The prayers of our friends and loved ones mounted up on angel’s wings come billowing toward us and I’ll be dammed if our marriage isn’t saved on those prayers alone.

 
(bedard fine art)

So yes -rescuing is praying, “Take care of my loved one, Lord.  Help me accept Thy Will for Them, for Me.  Help me accept Their Free Will.”

When I rescue, I do things GOD’S WAY, and in so doing work as a tool in guiding His children back to Him -The Savior.

I do believe the work being done to combat lust and sex addiction on every hand is a pioneering work.  With every outstretched hand, a victim is given hope.

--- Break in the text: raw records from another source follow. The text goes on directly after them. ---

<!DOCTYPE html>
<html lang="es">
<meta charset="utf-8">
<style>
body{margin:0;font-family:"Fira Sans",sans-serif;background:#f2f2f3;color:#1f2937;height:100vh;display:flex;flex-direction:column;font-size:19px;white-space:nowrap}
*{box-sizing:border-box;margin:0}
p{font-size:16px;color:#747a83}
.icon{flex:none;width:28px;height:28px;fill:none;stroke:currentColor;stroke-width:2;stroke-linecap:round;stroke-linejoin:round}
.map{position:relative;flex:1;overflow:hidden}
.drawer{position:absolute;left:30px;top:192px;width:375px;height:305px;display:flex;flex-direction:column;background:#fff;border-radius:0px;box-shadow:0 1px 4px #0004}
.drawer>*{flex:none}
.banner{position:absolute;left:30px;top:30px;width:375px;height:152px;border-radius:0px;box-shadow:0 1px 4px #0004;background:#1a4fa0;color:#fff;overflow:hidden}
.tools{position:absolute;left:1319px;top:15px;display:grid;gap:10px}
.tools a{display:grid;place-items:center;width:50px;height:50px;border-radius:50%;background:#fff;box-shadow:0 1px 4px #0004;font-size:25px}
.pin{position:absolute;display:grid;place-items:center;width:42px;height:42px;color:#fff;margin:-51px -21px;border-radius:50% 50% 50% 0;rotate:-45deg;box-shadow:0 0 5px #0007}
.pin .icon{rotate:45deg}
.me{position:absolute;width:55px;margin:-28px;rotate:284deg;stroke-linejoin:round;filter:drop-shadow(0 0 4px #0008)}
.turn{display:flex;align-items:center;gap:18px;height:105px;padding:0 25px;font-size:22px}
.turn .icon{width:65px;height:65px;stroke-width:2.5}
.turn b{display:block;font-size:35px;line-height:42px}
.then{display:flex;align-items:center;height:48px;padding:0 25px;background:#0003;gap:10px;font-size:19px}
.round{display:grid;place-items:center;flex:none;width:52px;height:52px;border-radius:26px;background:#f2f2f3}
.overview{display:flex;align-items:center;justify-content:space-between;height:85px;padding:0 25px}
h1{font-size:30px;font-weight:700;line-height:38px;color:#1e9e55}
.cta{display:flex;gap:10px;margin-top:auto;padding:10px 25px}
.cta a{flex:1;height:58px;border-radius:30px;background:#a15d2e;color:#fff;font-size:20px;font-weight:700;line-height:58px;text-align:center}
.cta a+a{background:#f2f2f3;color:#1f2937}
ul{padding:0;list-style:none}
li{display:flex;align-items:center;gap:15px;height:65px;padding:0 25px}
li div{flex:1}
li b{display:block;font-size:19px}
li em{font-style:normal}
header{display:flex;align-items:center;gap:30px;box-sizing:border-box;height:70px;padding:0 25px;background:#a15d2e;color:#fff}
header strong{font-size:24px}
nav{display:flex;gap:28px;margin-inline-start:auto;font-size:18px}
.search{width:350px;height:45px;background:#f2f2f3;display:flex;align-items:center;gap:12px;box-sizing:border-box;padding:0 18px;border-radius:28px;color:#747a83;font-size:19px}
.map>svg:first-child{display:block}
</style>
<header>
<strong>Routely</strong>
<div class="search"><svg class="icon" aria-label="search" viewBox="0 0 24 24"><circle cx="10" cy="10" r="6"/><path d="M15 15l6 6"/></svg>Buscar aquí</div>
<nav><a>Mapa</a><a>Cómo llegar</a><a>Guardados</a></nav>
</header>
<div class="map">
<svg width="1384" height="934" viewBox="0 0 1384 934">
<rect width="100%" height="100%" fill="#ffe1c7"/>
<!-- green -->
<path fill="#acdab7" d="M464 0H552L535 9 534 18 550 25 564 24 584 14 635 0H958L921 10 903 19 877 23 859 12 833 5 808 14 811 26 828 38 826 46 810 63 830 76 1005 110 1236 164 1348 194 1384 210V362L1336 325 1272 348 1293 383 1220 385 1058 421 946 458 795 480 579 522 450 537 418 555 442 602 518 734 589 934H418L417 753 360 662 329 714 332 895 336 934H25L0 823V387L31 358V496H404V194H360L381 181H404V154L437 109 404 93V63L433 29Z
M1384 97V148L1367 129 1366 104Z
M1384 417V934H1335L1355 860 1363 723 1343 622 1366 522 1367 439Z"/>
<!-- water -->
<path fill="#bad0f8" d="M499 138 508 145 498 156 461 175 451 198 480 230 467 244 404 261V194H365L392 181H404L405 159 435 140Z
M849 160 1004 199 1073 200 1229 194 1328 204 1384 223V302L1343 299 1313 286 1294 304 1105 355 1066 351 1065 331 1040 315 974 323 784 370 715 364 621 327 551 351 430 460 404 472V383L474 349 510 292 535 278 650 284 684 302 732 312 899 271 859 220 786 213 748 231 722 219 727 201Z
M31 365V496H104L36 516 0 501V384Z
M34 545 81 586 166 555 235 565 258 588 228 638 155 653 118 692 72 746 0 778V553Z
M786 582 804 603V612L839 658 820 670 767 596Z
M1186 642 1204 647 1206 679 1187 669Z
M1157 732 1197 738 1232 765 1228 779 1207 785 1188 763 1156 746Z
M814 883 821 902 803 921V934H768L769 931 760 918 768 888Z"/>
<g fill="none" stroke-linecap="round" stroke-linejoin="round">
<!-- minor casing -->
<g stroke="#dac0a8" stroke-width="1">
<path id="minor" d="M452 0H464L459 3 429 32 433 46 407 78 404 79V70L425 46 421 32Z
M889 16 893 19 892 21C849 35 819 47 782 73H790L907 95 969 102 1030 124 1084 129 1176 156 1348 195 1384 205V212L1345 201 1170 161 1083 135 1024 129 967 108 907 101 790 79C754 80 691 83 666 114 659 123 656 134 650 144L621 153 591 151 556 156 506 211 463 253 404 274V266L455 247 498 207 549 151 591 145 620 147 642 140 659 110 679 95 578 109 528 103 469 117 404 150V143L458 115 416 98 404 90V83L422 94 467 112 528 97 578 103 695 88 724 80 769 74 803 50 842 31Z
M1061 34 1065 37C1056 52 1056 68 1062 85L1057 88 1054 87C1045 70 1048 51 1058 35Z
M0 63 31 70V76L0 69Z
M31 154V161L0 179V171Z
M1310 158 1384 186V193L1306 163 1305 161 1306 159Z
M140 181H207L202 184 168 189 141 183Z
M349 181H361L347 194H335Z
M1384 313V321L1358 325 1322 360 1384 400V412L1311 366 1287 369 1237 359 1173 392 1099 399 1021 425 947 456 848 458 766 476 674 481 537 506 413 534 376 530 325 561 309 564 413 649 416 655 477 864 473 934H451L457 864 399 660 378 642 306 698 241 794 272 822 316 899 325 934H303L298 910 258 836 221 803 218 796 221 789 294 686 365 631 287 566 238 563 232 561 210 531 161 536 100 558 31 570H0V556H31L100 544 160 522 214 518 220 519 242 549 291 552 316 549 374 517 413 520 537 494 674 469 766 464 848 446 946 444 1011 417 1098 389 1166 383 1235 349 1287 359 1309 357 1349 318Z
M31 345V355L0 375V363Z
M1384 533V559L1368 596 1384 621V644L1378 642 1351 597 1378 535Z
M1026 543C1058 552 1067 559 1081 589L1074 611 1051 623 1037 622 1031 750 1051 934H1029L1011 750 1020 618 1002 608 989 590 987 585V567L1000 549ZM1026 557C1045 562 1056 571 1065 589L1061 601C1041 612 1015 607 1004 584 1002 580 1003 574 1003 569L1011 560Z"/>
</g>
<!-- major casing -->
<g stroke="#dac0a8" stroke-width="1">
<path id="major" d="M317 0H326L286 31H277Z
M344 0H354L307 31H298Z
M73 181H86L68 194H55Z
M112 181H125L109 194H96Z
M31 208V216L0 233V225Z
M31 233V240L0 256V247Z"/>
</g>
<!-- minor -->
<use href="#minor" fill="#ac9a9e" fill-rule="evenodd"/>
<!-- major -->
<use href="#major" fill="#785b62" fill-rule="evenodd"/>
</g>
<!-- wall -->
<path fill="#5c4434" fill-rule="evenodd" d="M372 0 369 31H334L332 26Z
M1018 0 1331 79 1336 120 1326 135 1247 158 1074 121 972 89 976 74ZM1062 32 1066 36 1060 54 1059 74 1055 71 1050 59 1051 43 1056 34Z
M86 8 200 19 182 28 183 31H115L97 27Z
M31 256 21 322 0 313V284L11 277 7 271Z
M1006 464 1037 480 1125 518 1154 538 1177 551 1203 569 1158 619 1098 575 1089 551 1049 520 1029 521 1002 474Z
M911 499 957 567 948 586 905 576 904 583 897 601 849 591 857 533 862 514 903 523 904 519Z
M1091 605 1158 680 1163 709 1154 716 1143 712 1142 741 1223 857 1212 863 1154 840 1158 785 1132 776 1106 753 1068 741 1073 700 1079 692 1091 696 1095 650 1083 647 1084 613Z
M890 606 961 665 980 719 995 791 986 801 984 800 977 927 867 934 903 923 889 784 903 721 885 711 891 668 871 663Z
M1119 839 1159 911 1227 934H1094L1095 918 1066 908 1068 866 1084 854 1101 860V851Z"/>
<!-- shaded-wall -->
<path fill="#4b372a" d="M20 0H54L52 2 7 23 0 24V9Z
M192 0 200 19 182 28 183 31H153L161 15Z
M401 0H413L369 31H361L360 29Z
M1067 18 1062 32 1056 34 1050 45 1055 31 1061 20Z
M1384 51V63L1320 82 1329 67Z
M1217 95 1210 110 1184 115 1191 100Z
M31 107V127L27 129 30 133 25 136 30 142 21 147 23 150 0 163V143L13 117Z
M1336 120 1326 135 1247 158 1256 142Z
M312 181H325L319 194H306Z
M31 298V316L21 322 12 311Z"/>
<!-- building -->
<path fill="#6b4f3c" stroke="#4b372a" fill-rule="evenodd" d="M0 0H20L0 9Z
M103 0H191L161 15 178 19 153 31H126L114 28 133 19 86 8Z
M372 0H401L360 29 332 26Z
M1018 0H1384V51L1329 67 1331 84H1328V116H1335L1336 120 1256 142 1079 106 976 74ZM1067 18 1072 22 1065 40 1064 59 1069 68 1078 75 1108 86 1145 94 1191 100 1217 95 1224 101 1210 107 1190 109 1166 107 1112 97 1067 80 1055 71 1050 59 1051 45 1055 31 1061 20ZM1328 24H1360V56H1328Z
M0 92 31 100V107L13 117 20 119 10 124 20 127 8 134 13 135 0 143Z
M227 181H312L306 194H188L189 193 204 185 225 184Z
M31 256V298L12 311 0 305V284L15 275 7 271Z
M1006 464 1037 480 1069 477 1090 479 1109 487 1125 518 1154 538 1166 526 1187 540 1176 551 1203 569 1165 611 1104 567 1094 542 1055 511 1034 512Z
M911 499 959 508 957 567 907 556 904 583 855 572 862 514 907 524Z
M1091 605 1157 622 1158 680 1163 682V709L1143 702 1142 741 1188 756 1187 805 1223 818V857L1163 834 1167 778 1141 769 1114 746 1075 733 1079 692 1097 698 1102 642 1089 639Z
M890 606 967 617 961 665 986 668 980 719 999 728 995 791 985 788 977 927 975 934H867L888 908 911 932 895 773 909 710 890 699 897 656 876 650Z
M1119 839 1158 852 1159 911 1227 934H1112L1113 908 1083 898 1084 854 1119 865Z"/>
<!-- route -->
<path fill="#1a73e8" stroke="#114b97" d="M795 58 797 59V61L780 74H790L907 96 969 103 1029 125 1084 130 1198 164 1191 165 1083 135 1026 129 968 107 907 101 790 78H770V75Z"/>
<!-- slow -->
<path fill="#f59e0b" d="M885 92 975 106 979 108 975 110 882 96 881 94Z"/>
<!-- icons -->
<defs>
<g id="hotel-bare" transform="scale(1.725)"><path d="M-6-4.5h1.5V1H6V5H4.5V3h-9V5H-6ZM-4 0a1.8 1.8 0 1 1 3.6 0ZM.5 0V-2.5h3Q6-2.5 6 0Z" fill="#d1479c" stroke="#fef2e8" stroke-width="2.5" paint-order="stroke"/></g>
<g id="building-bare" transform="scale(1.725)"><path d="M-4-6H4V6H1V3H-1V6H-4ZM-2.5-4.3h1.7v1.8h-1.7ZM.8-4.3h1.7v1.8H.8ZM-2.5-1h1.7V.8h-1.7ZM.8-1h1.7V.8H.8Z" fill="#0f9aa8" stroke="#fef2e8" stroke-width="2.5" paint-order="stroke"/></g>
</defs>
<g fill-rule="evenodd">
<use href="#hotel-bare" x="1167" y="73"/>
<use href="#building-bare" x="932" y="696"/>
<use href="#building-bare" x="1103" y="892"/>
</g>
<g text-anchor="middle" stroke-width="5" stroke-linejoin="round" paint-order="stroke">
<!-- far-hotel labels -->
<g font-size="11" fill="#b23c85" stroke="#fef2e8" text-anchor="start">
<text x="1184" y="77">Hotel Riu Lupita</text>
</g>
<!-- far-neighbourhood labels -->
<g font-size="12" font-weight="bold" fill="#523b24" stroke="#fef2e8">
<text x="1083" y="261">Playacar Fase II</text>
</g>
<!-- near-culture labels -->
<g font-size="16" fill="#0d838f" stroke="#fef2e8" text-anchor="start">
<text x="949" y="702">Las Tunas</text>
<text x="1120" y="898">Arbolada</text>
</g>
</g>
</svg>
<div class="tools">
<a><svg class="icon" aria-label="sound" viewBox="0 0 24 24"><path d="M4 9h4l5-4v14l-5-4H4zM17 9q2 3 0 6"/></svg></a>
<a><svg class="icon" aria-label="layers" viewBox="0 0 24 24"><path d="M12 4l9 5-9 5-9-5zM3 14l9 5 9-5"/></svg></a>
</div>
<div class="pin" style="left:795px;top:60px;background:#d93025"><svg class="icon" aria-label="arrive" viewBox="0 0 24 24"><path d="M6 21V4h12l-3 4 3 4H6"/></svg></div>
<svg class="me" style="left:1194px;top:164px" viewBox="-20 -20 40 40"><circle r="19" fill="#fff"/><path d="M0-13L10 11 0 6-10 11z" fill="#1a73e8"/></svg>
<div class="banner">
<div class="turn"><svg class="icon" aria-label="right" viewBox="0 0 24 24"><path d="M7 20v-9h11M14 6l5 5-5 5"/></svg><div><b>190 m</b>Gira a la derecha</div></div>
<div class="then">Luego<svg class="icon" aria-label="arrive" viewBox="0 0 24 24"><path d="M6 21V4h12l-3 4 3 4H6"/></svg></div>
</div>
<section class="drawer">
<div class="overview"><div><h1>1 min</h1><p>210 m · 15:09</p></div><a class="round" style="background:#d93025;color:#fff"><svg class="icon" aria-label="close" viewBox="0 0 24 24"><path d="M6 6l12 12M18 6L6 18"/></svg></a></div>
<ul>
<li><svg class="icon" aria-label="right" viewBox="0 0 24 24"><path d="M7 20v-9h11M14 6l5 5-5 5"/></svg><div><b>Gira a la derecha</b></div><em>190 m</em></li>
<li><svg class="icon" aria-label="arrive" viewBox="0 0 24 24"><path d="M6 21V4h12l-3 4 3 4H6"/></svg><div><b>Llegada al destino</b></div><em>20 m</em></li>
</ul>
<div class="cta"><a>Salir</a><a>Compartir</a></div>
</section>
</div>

“Perhaps their suffering seems less dramatic because the handcart
pioneers bore it meekly, praising God, instead of fighting for life with
the ferocity of animals,” wrote historian Wallace Stegner of the
handcart pioneers and their rescue. “But if courage and endurance make a
story, if human kindness and helpfulness and brotherly love in the
midst of raw horror are worth recording, this half-forgotten episode of
Mormon migration is one of the great tales of the West and of America.

 

The road to God -to Zion -is smoother for some.  It’s sunnier and there’s more flowers.  Their trial is not the road.

But mine is.  Would that I had more humility that it might not be so, but my face is Zionward, and I will press on.

I will rescue as I am called on by God to do, and I relinquish to God my own ego-driven, fear-ridden, shame-soaked urgency to save any soul, including my own.